Argument 5 – Early Predictions about the Effects of Warming Have Been Proven Wrong
Advocates who promote arguments against global warming being real, point towards all the dates that have come and gone where predictions were made about effects that never happened. Some instances of wrong predictions are:
ii) In January 1970, Life reported, “Scientists have solid experimental and theoretical evidence to support…the following predictions: In a decade, urban dwellers will have to wear gas masks to survive air pollution…by 1985 air pollution will have reduced the amount of sunlight reaching earth by one half….”. But the case is not the same till now.

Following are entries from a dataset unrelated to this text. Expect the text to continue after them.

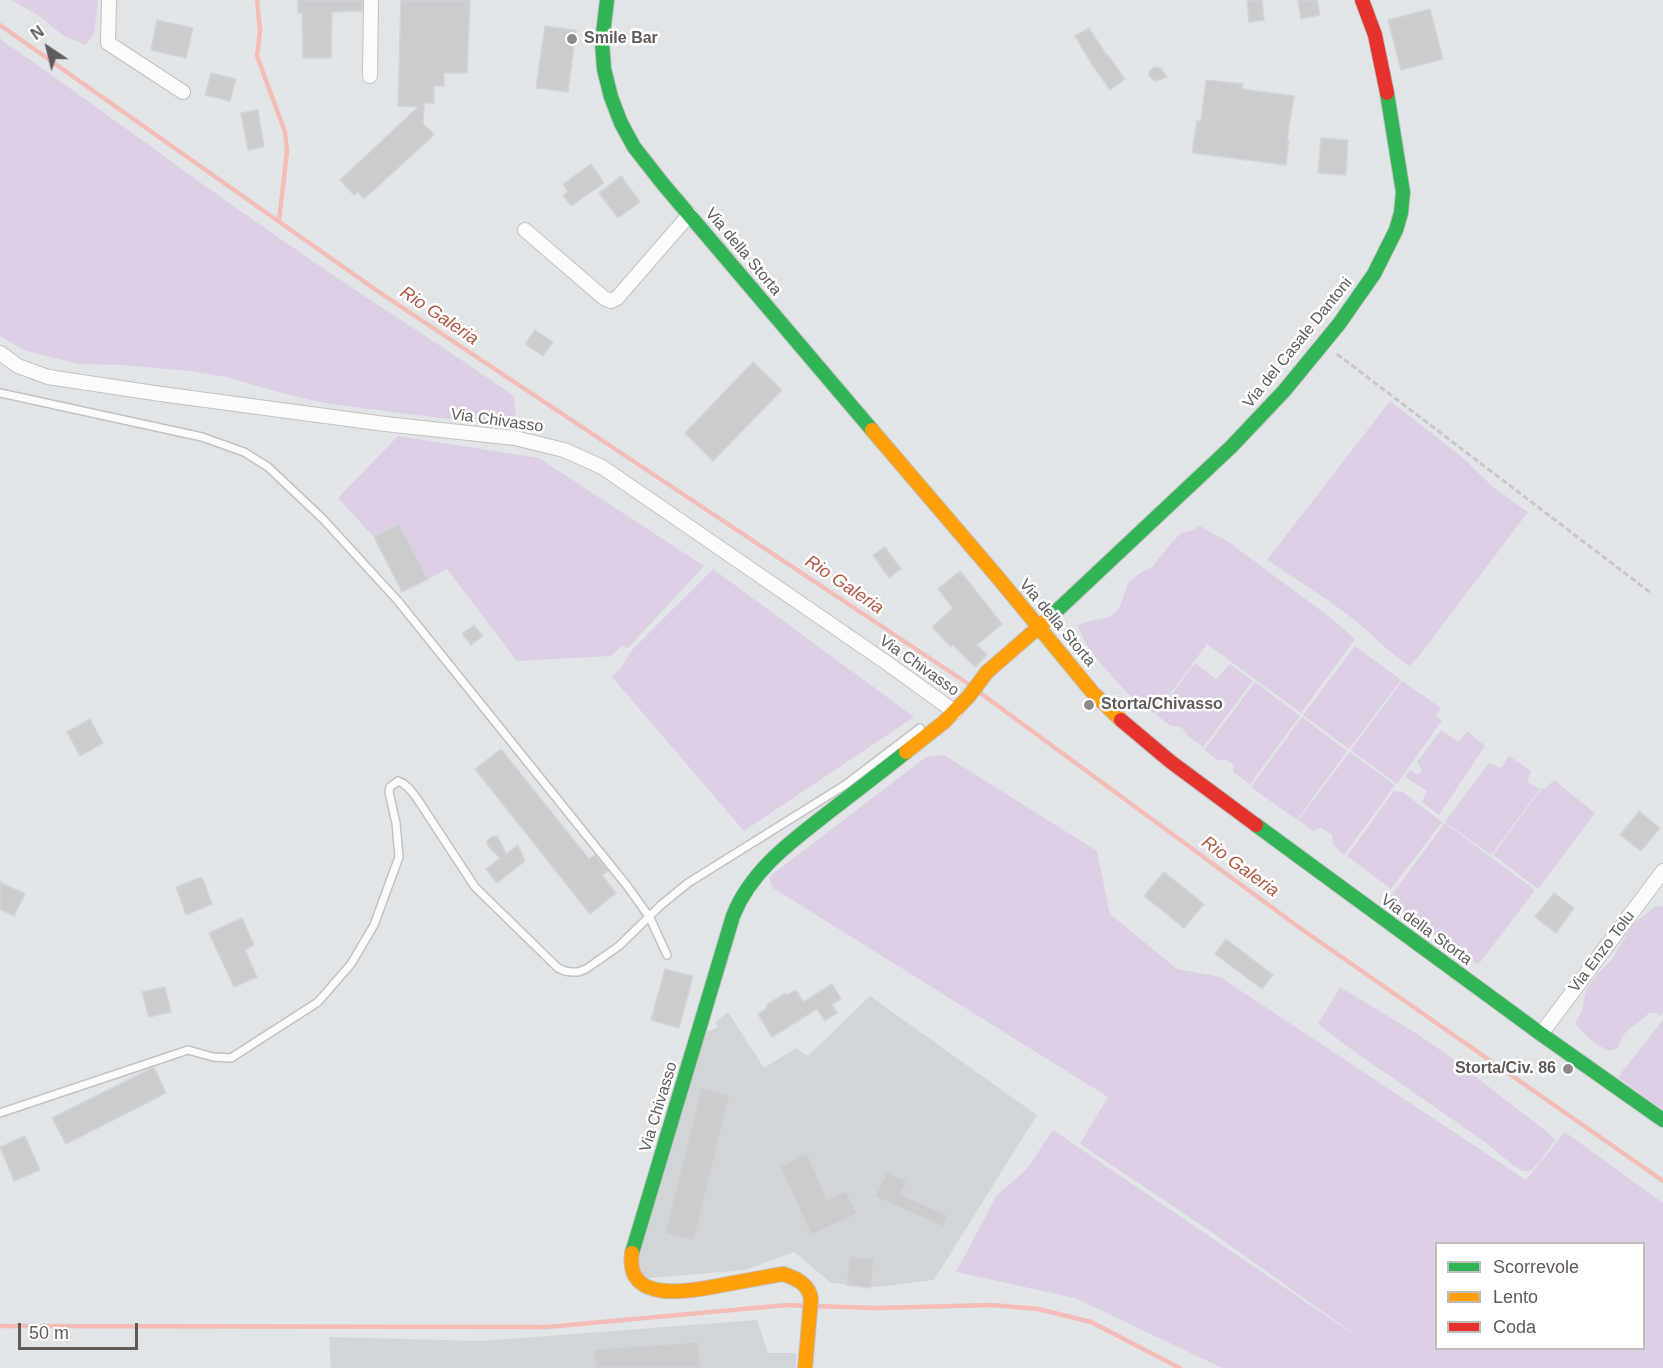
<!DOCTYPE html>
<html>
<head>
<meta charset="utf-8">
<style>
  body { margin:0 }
  #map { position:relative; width:1663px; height:1368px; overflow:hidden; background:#e2e5e8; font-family:Arial,sans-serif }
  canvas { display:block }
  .legend { position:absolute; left:1435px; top:1242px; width:210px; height:108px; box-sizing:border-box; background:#fff; border:2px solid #bfbdbc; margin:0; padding:8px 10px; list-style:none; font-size:18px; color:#605a58 }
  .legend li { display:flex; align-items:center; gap:12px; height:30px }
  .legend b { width:30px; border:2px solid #bfbdbc }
  .north { position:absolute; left:18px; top:18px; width:60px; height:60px; -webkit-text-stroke:4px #fff; paint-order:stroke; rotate:325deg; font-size:16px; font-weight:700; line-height:24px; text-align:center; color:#605a58 }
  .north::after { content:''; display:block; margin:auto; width:21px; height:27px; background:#605a58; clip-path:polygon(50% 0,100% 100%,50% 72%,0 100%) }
  .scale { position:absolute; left:18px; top:1323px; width:120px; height:27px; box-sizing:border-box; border:3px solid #605a58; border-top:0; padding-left:8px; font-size:18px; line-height:21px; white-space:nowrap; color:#605a58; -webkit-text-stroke:4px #fff; paint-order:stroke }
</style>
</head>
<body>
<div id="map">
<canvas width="1663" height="1368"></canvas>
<ul class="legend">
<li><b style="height:8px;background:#30b455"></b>Scorrevole</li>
<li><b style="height:8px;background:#ff9f0a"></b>Lento</li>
<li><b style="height:8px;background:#e5322d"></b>Coda</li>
</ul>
<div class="north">N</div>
<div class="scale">50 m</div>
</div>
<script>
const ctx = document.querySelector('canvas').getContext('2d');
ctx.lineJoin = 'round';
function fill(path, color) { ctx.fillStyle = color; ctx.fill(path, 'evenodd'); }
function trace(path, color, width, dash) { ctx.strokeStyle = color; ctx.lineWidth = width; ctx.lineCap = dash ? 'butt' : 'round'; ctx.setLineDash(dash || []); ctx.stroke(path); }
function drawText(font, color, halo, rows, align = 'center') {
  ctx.font = font + ' Arial,sans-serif'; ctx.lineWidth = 5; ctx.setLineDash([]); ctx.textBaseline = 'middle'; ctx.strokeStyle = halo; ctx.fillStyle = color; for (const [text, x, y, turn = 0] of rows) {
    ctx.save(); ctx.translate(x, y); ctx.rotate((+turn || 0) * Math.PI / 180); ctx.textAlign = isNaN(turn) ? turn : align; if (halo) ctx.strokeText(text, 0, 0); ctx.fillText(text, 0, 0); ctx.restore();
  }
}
const industrial = new Path2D(`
  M870 996 1037 1115 934 1280 879 1287 831 1283 794 1252 745 1270 649 1278 640 1274 638 1261 705 1033 718 1027 715 1022 728 1012 764 1068 796 1048 808 1056Z
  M757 1320 768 1353H796V1368H331L329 1337 481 1341Z`);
const green = new Path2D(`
  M11 0H98L94 34 86 45 64 36 39 16Z
  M0 39C89 100 174 165 262 226 345 285 431 338 514 396L516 414 506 421 489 422 464 421 330 404 285 394 226 377 190 371 122 365 79 364 26 351 0 336Z
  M1390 401 1462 457 1495 489 1528 512 1419 656 1409 666C1388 652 1371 633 1352 618 1325 597 1295 579 1267 560Z
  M398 436 539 458 704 566 628 648 622 646 611 656 517 661 447 569 428 579 399 524 374 537 338 498Z
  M1200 526 1230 543 1331 618 1355 639 1301 713 1207 644 1155 714C1137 707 1103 667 1091 651 1085 643 1081 634 1078 625L1090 621 1110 617 1119 609 1128 583 1140 573 1152 567 1172 542 1181 533 1191 531Z
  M713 569 914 717 744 831 612 677 621 668 631 651Z
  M1355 646 1401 680 1349 749 1303 715Z
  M1195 663 1216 679 1230 664 1253 681 1203 747 1188 736 1183 729 1178 726H1171L1156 715Z
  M1402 681 1441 708 1436 715 1442 720 1397 784 1351 750Z
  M1255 682 1300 716 1250 784 1233 772 1234 765 1225 759 1219 761 1204 750Z
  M1302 717 1347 751 1297 820 1251 787Z
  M1441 730 1459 742 1467 731 1485 746 1439 815 1422 802 1427 791 1405 777 1410 770 1418 775 1422 770 1417 762Z
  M1350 752 1395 785 1344 855 1333 845 1332 835 1321 828 1313 831 1298 820Z
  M944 755 1097 851 1110 914 1177 969 1220 977 1526 1180 1565 1132 1663 1203V1368H1222L1075 1298 956 1272 997 1195 1027 1169 1053 1130 1375 1349 1210 1231 1080 1144 1108 1097 773 888 769 877 926 757ZM1436 1244H1644V1348H1436Z
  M1509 756 1531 771 1527 782 1540 789 1491 855 1445 822 1489 763 1501 768Z
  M1554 780 1595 813 1538 889 1493 855 1542 788 1545 789Z
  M1394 791 1403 792 1442 822 1391 889 1347 856Z
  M1445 823 1535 890 1478 965 1387 901Z
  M1656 906 1662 907 1663 906V1013L1661 1016 1657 1013H1649C1635 1027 1623 1028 1618 1048L1610 1051C1595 1045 1585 1036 1575 1023L1582 1011 1586 990 1598 973 1611 961 1633 924Z
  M1340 987 1419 1035 1449 1056 1547 1132 1555 1140 1539 1162 1530 1171H1523L1514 1166 1485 1142 1348 1047 1318 1024Z
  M1663 1020V1110L1618 1077Z`);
const stream = new Path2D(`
  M257 0 260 31 257 56 285 132 287 151 279 221
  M0 25 376 290 970 685
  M979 692 1300 928 1663 1181
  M815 1306 878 1308 992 1305 1038 1309 1091 1322 1180 1368
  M0 1326 547 1327 787 1305 806 1306`);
const building = new Path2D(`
  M298 0H362V11L332 12 331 58H303L302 13H298Z
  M401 0H470L467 73H444V86H434V103H424L423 123 434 135 364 199 358 192 354 195 340 180 418 107 398 106Z
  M1247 0H1262L1264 20 1249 22Z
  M1298 0H1317L1320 15 1301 19Z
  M1430 9 1443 59 1401 70 1388 20Z
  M157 20 193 28 186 58 151 50Z
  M545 26 576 30 568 92 536 88Z
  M1089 28 1107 56 1108 55 1125 79 1110 90 1093 66 1075 36Z
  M1154 67 1161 68 1167 77 1155 81 1152 79 1149 76V71Z
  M211 73 236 79 230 101 205 95Z
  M1206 80 1243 84 1242 89 1294 96 1287 140H1289L1286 165 1192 153 1197 121H1201Z
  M258 110 264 147 248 150 241 113Z
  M1321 138 1348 140 1346 175 1318 173Z
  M591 164 604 183 571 206 563 195 568 192 563 184Z
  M621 176 640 202 618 218 599 193Z
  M535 330 553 342 543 356 525 344Z
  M753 362 782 390 713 461 685 433Z
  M399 524 428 579 402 592 374 537Z
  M885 547 901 569 889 578 873 555Z
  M960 571 1002 624 977 645 987 655 975 667 953 645 951 647 932 627 953 608 938 589Z
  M474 625 483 636 471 645 462 634Z
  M90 719 103 743 80 756 67 732Z
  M501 749 589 859 595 855 608 871 602 875 616 893 590 914 475 769Z
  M1639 811 1660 828 1641 851 1620 835Z
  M493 836H497L499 839 506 854 518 845 525 861 497 883 486 869 500 858 487 845V840Z
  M1164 872 1204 904 1184 928 1144 896Z
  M202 877 212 904 186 915 176 887Z
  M0 882 25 894 14 916 0 909Z
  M1554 893 1574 908 1556 933 1535 917Z
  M242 918 254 945 245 950 257 977 234 987 209 933Z
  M1226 939 1273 975 1262 989 1215 954Z
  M665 969 693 976 679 1028 651 1020Z
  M832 984 841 999 832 1004 837 1013 825 1021 817 1009 772 1037 758 1014 767 1008 766 1005 786 993 787 995 796 990 803 1002Z
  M165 987 171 1012 149 1017 142 992Z
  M154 1067 166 1093 66 1144 52 1118Z
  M701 1087 730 1095 694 1241 665 1233Z
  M25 1136 40 1170 14 1181 0 1147Z
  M807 1153 827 1199 846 1191 857 1214 811 1235 780 1166Z
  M886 1172 907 1181 901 1194 948 1216 944 1227 875 1197Z
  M850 1256 874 1259 871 1288 846 1285Z
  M698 1342 701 1368H595L594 1349Z`);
const path = new Path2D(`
  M1337 354 1651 593`);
const lane = new Path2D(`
  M0 393 202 437 244 452 268 467 323 519 398 601 628 887 650 918 667 955
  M0 1113 188 1050 213 1057 231 1058 318 1002 351 964 374 925 399 857 396 823 389 792 390 787 398 781C407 784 412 792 418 800L475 887 558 968 565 971 572 972H578L586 969 619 946 661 905 688 883 845 785 920 728`);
const street = new Path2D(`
  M109 0 108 43 183 92
  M370 76 371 0
  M525 230 604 298 611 301 617 298 690 214
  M0 353 18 366 48 377 161 394 385 424 515 438 564 450 602 467 887 663 955 712
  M1541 1034 1663 871`);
const fast = new Path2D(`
  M607 0 602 42 604 69 611 97 621 123 634 147 663 184 872 430
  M1048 619 1231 447 1284 391 1339 324 1374 274 1396 230 1401 213 1403 192 1387 93
  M1256 825 1541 1034 1663 1120
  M632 1253 733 916C751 870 792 841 829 812 855 792 881 772 906 752`);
const slow = new Path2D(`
  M872 430 1000 580 1093 693 1121 720
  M906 752 944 722 969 696 987 672 1048 619
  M632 1253C624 1307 697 1290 727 1284 746 1281 764 1277 783 1274 796 1278 809 1284 811 1299L805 1368`);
const jam = new Path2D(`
  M1362 0 1375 35 1387 93
  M1121 720 1171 762 1256 825`);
const markers = [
  [572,39,6,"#8e8b8a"],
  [1089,705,6,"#8e8b8a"],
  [1568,1069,6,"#8e8b8a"]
];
const poiNames = [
  ["Smile Bar",584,39],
  ["Storta/Chivasso",1101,705],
  ["Storta/Civ. 86",1556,1069,"right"]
];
const streetNames = [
  ["Via della Storta",743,252,50],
  ["Via del Casale Dantoni",1298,343,-51],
  ["Via Chivasso",497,421,8],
  ["Via della Storta",1057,623,50],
  ["Via Chivasso",919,666,35],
  ["Via della Storta",1426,930,36],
  ["Via Enzo Tolu",1602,952,-53],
  ["Via Chivasso",659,1107,-73]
];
const waterNames = [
  ["Rio Galeria",439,316,34],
  ["Rio Galeria",844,585,34],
  ["Rio Galeria",1240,867,36]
];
fill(industrial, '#d2d5d8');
fill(green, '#dbcee5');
trace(stream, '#f3bcb6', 4.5);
fill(building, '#cbccce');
trace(building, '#d2d4d7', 1.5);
trace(lane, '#c3c2c2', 10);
trace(street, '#c3c2c2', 16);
trace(fast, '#c2c1c2', 16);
trace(slow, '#c2c1c2', 16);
trace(jam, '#c2c1c2', 16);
trace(path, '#c9c5c8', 3, [6, 3]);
trace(lane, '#fbfbfc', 7);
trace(street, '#fbfbfc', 14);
trace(fast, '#30b455', 14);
trace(slow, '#ff9f0a', 14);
trace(jam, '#e5322d', 14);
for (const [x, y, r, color] of markers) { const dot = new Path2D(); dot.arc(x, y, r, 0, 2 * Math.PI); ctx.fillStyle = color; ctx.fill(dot); trace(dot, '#fff', 2); }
drawText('bold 16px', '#605a58', '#fff', poiNames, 'left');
drawText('16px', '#605a58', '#fff', streetNames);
drawText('italic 18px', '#b25742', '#fff', waterNames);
</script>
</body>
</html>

iii) Climate, preacher/scientist Alexandria Ocasio-Cortez, predicted last year that “We’re like… the world is gonna end in 12 years if we don’t address climate change.” We are to see whether this prediction made last year around the time of Earth Day 2019 will materialize.v
Which Argument to Believe?
The main part of the problem lies in the two groups using different definitions of how global warming appears in the climate. This is one of the reasons that those advocating that global warming is real now use the term “climate change” since it is more reflective of the real issue.
The other problem lies in proof, and in studies that try to prove whether or not global warming is real. Contrary to public belief, the results of all scientific studies aren’t conclusive.
To be considered proof of a hypothesis, the studies have to be able to be replicated by others and produce the same results. With global warming studies, analysis of decades of weather data is often used. The first problem is that weather data from 100 years ago wasn’t kept to modern standards of evidence.
The second problem is that analysis is interpretation; you can really put any spin on it. This is why some of the arguments for and against whether global warming is real can use the same data and come to different conclusions.